Formação de Apreciação Preliminar – art. 150º, 1, do CPTA.
Acordam no Supremo Tribunal Administrativo (art. 150º, 1 do CPTA)
- 1.Relatório
- 1.1.O MUNICÍPIO DE SANTO TIRSO recorreu, nos termos do art. 150º, 1, do CPTA, para este Supremo Tribunal Administrativo do acórdão do TCA Norte, proferido em 15 de Julho de 2016, que revogou a decisão proferida pelo TAF de Penafiel, e que julgou não verificada a excepção da prescrição e ordenou o prosseguimento da ACÇÃO ADMINISTRATIVA COMUM instaurada contra si (sendo chamado o MUNICÍPIO DA TROFA) pela A………… S.A.
- 1.2.Fundamenta a admissibilidade da revista por haver duas decisões contrárias em relação a uma questão de relevância jurídica e social de importância fundamental qual seja a distinção entre responsabilidade civil contratual e extracontratual.
- 1.3.Respondeu a recorrida nada dizendo quanto à admissibilidade do recurso.
- 2.Matéria de facto
Os factos dados como provados são os constantes do acórdão recorrido para onde se remete.
- 3.Matéria de Direito
- 3.1.O artigo 150.º, n.º 1, do CPTA prevê que das decisões proferidas em 2ª instância pelo Tribunal Central Administrativo possa haver, excepcionalmente, revista para o Supremo Tribunal Administrativo «quando esteja em causa a apreciação de uma questão que, pela sua relevância jurídica ou social, se revista de importância fundamental» ou «quando a admissão do recurso seja claramente necessária para uma melhor aplicação do direito». Como decorre do próprio texto legal e a jurisprudência deste STA, tem repetidamente sublinhado trata-se de um recurso excepcional, como de resto o legislador cuidou de sublinhar na Exposição de Motivos das Propostas de Lei nºs 92/VIII e 93/VIII, considerando-o como uma «válvula de segurança do sistema», que só deve ter lugar, naqueles precisos termos.
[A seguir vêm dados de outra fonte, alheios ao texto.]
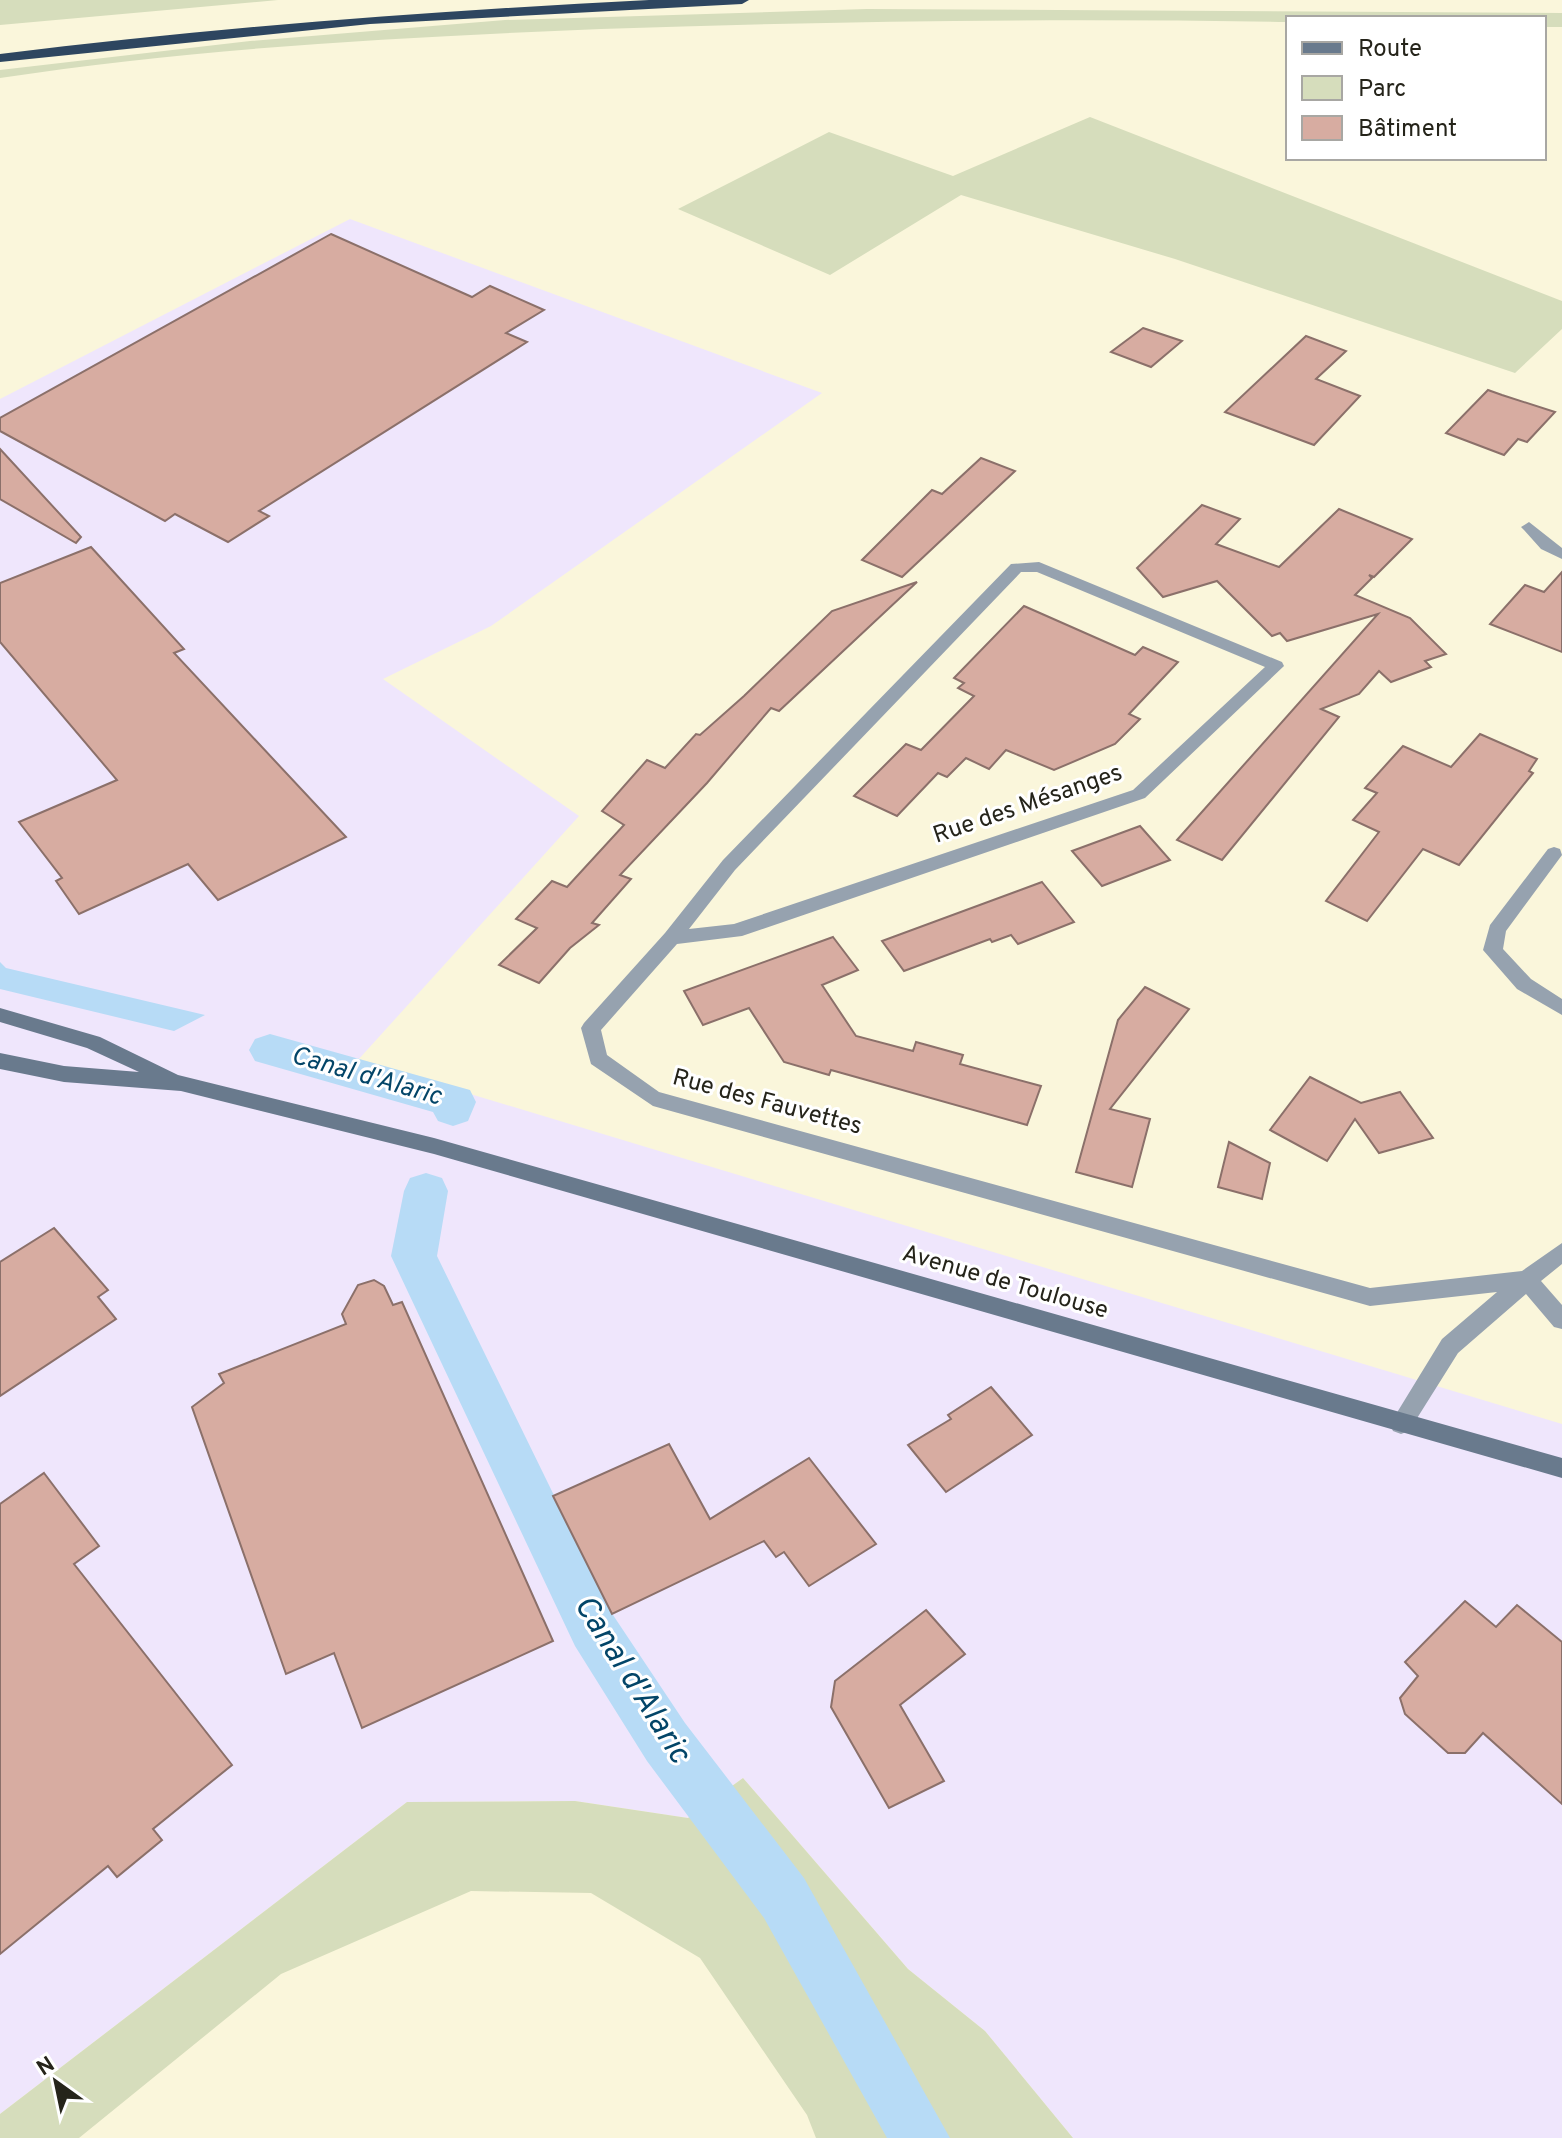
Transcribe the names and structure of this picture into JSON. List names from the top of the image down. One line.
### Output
{"streets":{"main road":["Avenue de Toulouse"],"street":["Rue des Mésanges","Rue des Fauvettes"]},"crossings":[["Rue des Mésanges","Rue des Fauvettes"]],"water":["Canal d'Alaric"],"legend":["Route","Parc","Bâtiment"],"north":"top left"}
- 3.2.A primeira instância julgou verificada a excepção da prescrição por ter entendido aplicável o regime – incluindo o prazo de prescrição – da responsabilidade civil extracontratual previsto no art. 498º, n.º 1 do C.Civil.
- 3.3.O TCA Norte revogou a decisão da primeira instância por entender que a mesma “… errou por ter assumido sem razões suficientes que a causa de pedir se enquadrava no âmbito da responsabilidade civil extracontratual. E atenta a posição assumida no presente recurso pela Autora/recorrente, no sentido de que a causa de pedir se insere no âmbito da responsabilidade contratual, como decorre cristalinamente das suas conclusões supra transcritas, de que jamais se poderá retractar sob pena de grave violação do princípio da boa-fé, a petição deverá ser interpretada a essa nova luz, independentemente de o TAF ainda poder optar se assim o entender pelo convite ao aperfeiçoamento. Seja como for, ao decidir pela prescrição do direito invocado à luz do instituto da responsabilidade civil extracontratual, a sentença não pode manter-se.”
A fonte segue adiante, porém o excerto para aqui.